Des sapins, des bouleaux et des sorbiers végétaient à merveille sur les flancs de ces collines, quoique souvent ils y trouvassent à peine assez de terre pour y enfoncer leurs racines. Les sommets de la plupart de ces collines de roc étaient arrondis en forme de calottes, et rendus tout luisants par des eaux qui suintaient à travers de longues fêlures qui les sillonnaient. Plusieurs de ces calottes étaient toutes nues, et si glissantes, qu'à peine pouvait-on y marcher. Elles étaient couronnées, tout autour, d'une large ceinture de mousses d'un vert d'émeraude, d'où sortaient ça et là une multitude infinie de champignons de toutes les formes et de toutes les couleurs. Il y en avait de faits comme de gros étuis, couleur d'écarlate, piquetés de points blancs ; d'autres, jaunes comme du safran, et allongés comme des œufs. Il y en avait du plus beau blanc, et si bien tournés en rond, qu'on les eût pris pour des dames d'ivoire. Ces mousses et ces champignons se répandaient le long des filets d'eau qui coulaient des sommets de ces collines de roc, s'étendaient en longs rayons jusqu'à travers les bois dont leurs flancs étaient couverts, et venaient border leurs lisières en se confondant avec une multitude de fraisiers et de framboisiers.
La nature, pour dédommager ce pays de la rareté des fleurs apparentes qu'il produit en petit nombre, en a donné le parfum à plusieurs plantes, telles qu'au calamus aromaticus, au bouleau, qui exhale au printemps une forte odeur de roses, et au sapin, dont les pommes sont odorantes.
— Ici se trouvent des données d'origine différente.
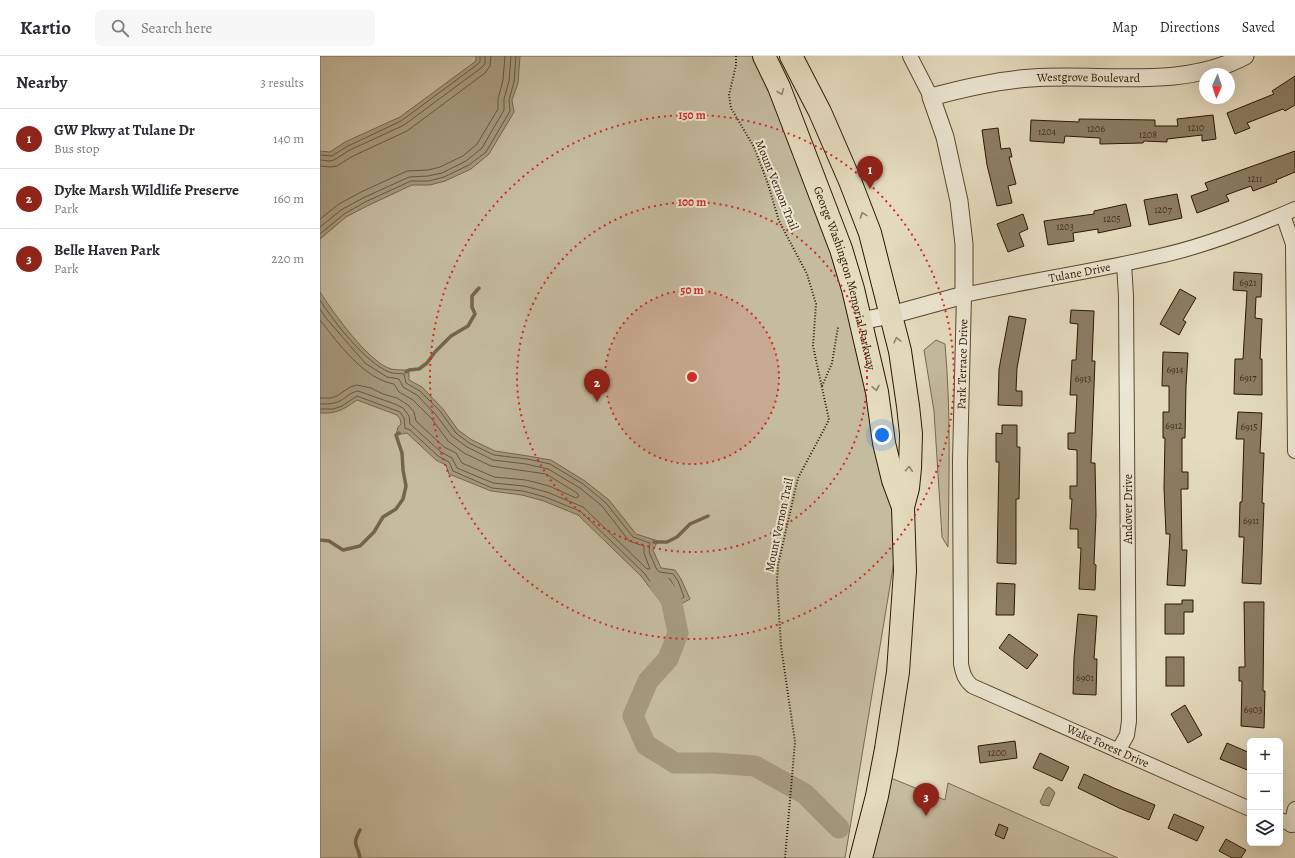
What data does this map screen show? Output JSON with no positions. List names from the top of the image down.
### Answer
{
  "streets": {
    "main road": ["George Washington Memorial Parkway"],
    "street": [
      "Westgrove Boulevard",
      "Tulane Drive",
      "Park Terrace Drive",
      "Andover Drive",
      "Wake Forest Drive"
    ],
    "path": ["Mount Vernon Trail"]
  },
  "crossings": [
    ["Westgrove Boulevard", "Park Terrace Drive"],
    ["Tulane Drive", "George Washington Memorial Parkway"],
    ["Tulane Drive", "Park Terrace Drive"],
    ["Tulane Drive", "Andover Drive"],
    ["Park Terrace Drive", "Wake Forest Drive"],
    ["Andover Drive", "Wake Forest Drive"]
  ],
  "house_numbers": [
    "1210",
    "1206",
    "1204",
    "1208",
    "1211",
    "1207",
    "1205",
    "1203",
    "6921",
    "6914",
    "6917",
    "6913",
    "6912",
    "6915",
    "6911",
    "6901",
    "6903",
    "1200"
  ],
  "north": "bottom",
  "page": {
    "header": "Kartio",
    "search": "Search here",
    "nav": ["Map", "Directions", "Saved"],
    "heading": ["Nearby", "3 results"],
    "list": [
      {
        "mark": "1",
        "name": "GW Pkwy at Tulane Dr",
        "note": "Bus stop",
        "value": "140 m"
      },
      {
        "mark": "2",
        "name": "Dyke Marsh Wildlife Preserve",
        "note": "Park",
        "value": "160 m"
      },
      {
        "mark": "3",
        "name": "Belle Haven Park",
        "note": "Park",
        "value": "220 m"
      }
    ],
    "pins": ["1", "2", "3"],
    "map_buttons": ["+", "−"]
  },
  "rings": ["150 m", "100 m", "50 m"]
}
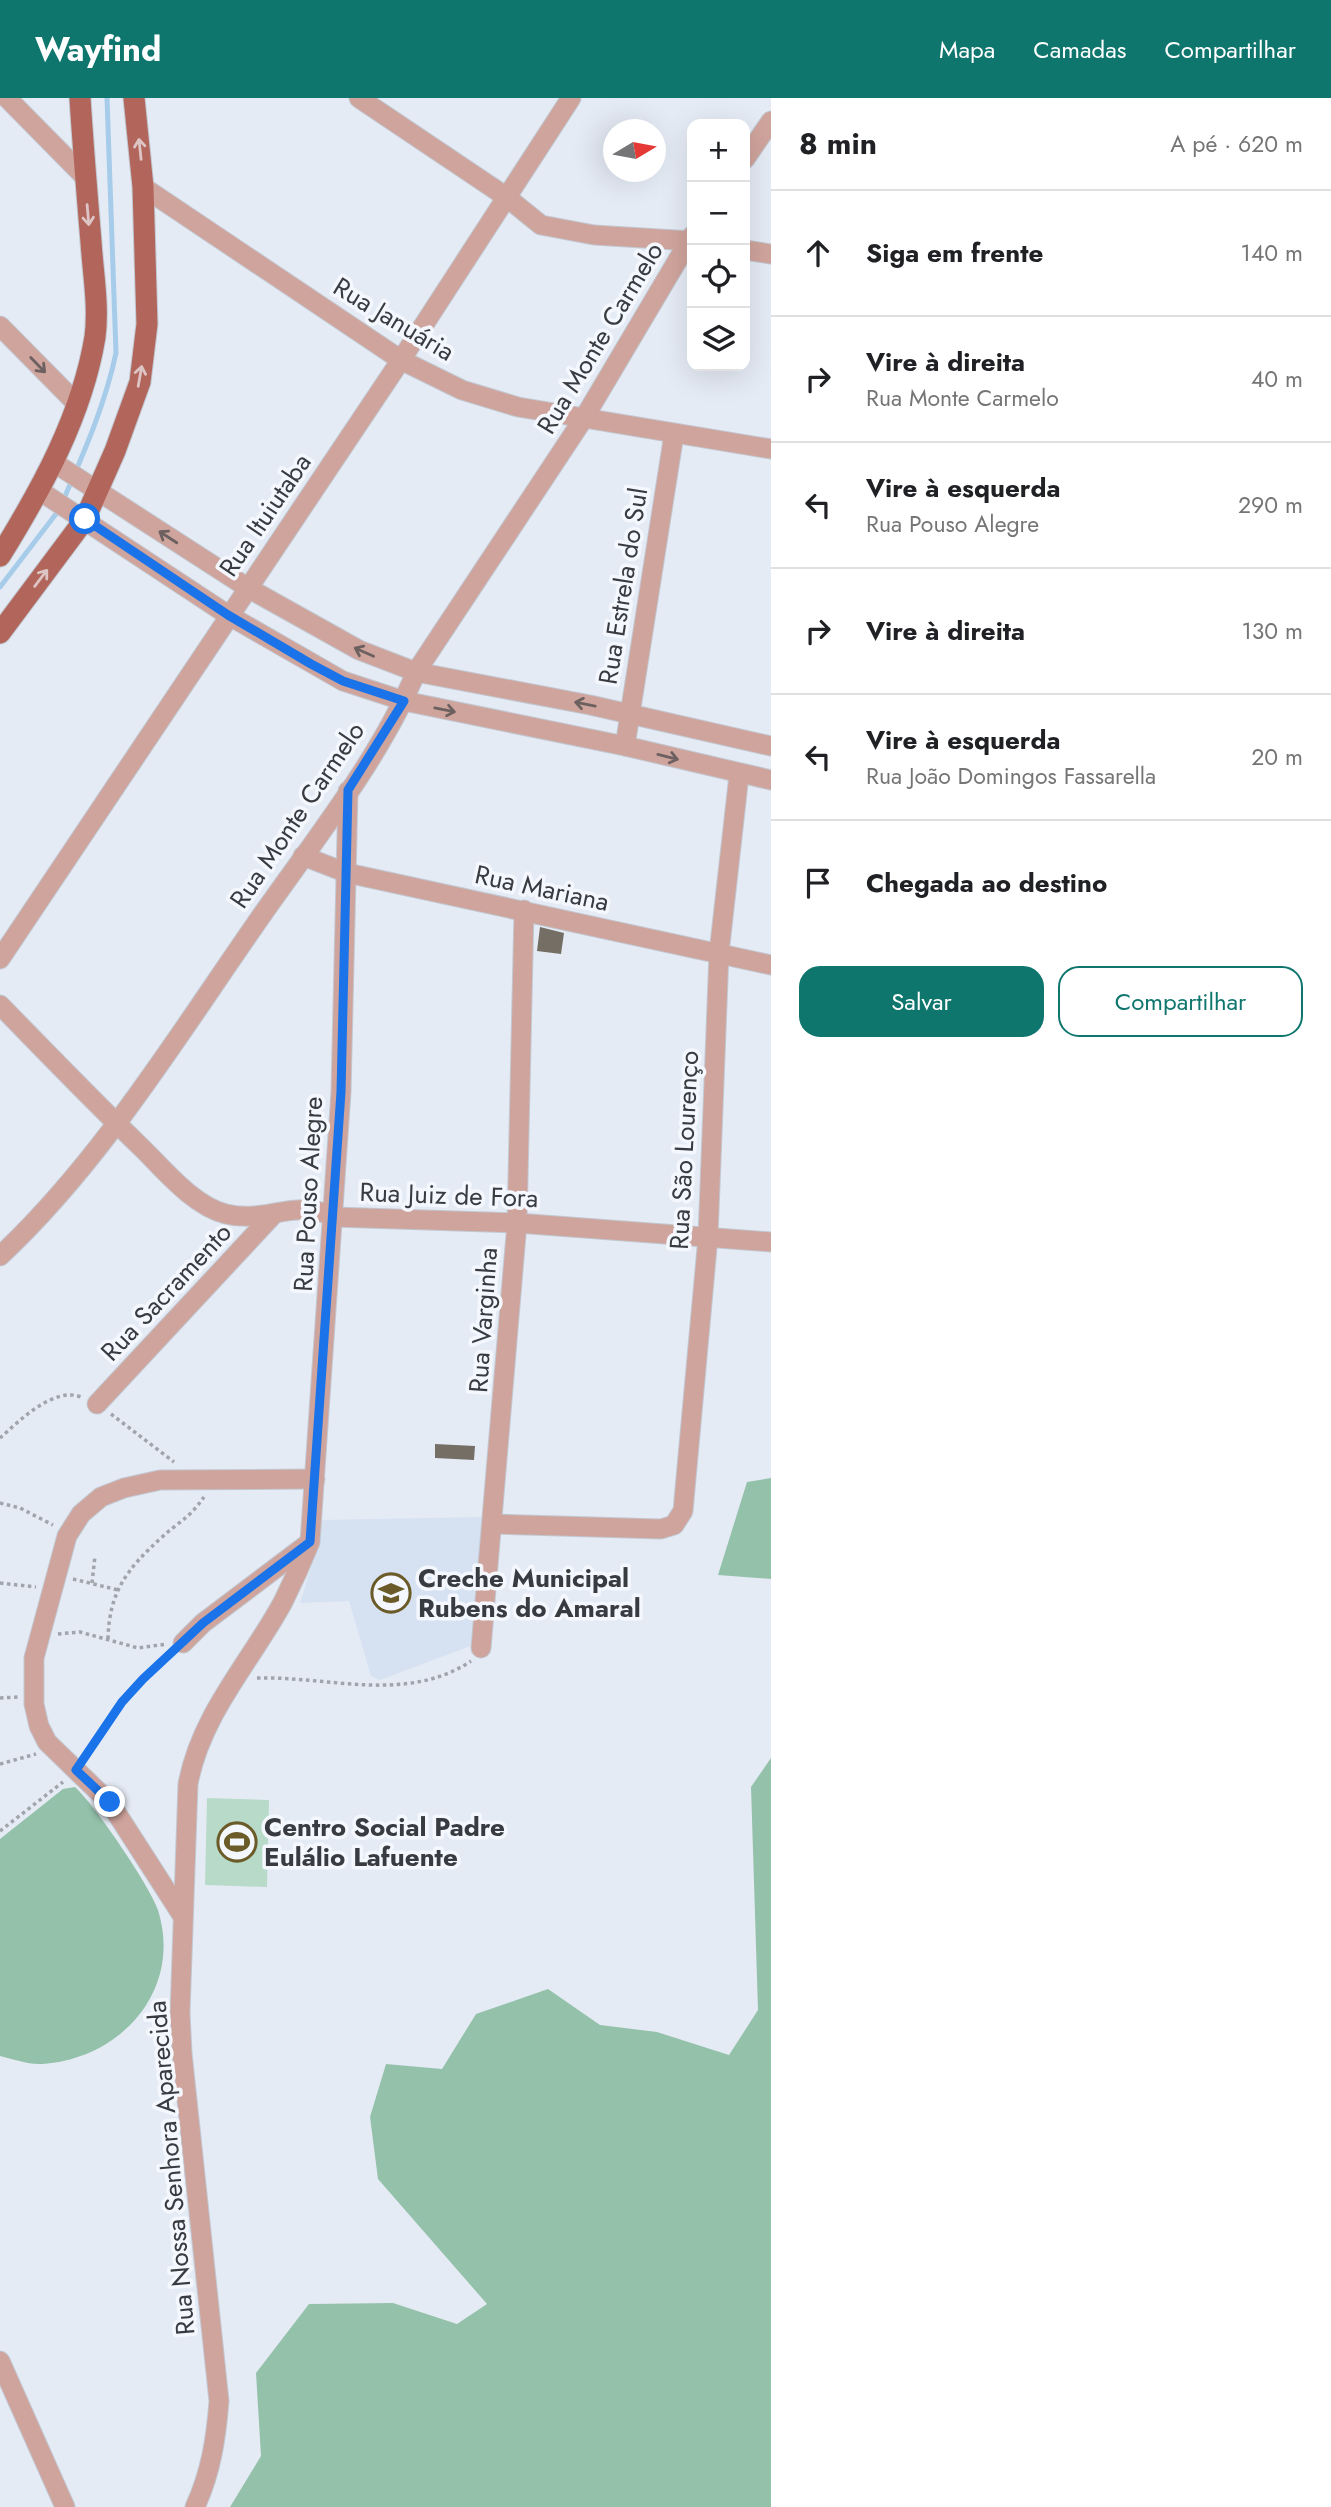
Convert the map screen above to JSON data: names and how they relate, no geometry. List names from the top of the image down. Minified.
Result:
{"streets":{"street":["Rua Januária","Rua Monte Carmelo","Rua Ituiutaba","Rua Estrela do Sul","Rua Mariana","Rua São Lourenço","Rua Pouso Alegre","Rua Juiz de Fora","Rua Sacramento","Rua Varginha","Rua Nossa Senhora Aparecida"]},"crossings":[["Rua Januária","Rua Monte Carmelo"],["Rua Januária","Rua Ituiutaba"],["Rua Januária","Rua Estrela do Sul"],["Rua Monte Carmelo","Rua Mariana"],["Rua Monte Carmelo","Rua Pouso Alegre"],["Rua Monte Carmelo","Rua Juiz de Fora"],["Rua Mariana","Rua São Lourenço"],["Rua Mariana","Rua Pouso Alegre"],["Rua Mariana","Rua Varginha"],["Rua São Lourenço","Rua Juiz de Fora"],["Rua São Lourenço","Rua Varginha"],["Rua Pouso Alegre","Rua Juiz de Fora"],["Rua Pouso Alegre","Rua Nossa Senhora Aparecida"],["Rua Juiz de Fora","Rua Sacramento"],["Rua Juiz de Fora","Rua Varginha"]],"places":{"school or university":["Creche Municipal Rubens do Amaral"],"sports":["Centro Social Padre Eulálio Lafuente"]},"north":"right","page":{"header":"Wayfind","nav":["Mapa","Camadas","Compartilhar"],"heading":["8 min","A pé · 620 m"],"map_buttons":["+","−"],"list":[["Siga em frente","140 m"],["Vire à direita","Rua Monte Carmelo","40 m"],["Vire à esquerda","Rua Pouso Alegre","290 m"],["Vire à direita","130 m"],["Vire à esquerda","Rua João Domingos Fassarella","20 m"],"Chegada ao destino"],"buttons":["Salvar","Compartilhar"]}}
Elle a répandu de même les couleurs les plus agréables et les plus brillantes des fleurs sur les végétations les plus communes, telles que sur les cônes du mélèze, qui sont d'un beau violet, sur les baies écarlates du sorbier, sur les mousses, les champignons, et même les choux-raves."
Bernardin de Saint-Pierre, Études de la nature, Étude V, Paris, Firmin Didot Frères, 1853, p. 60-61.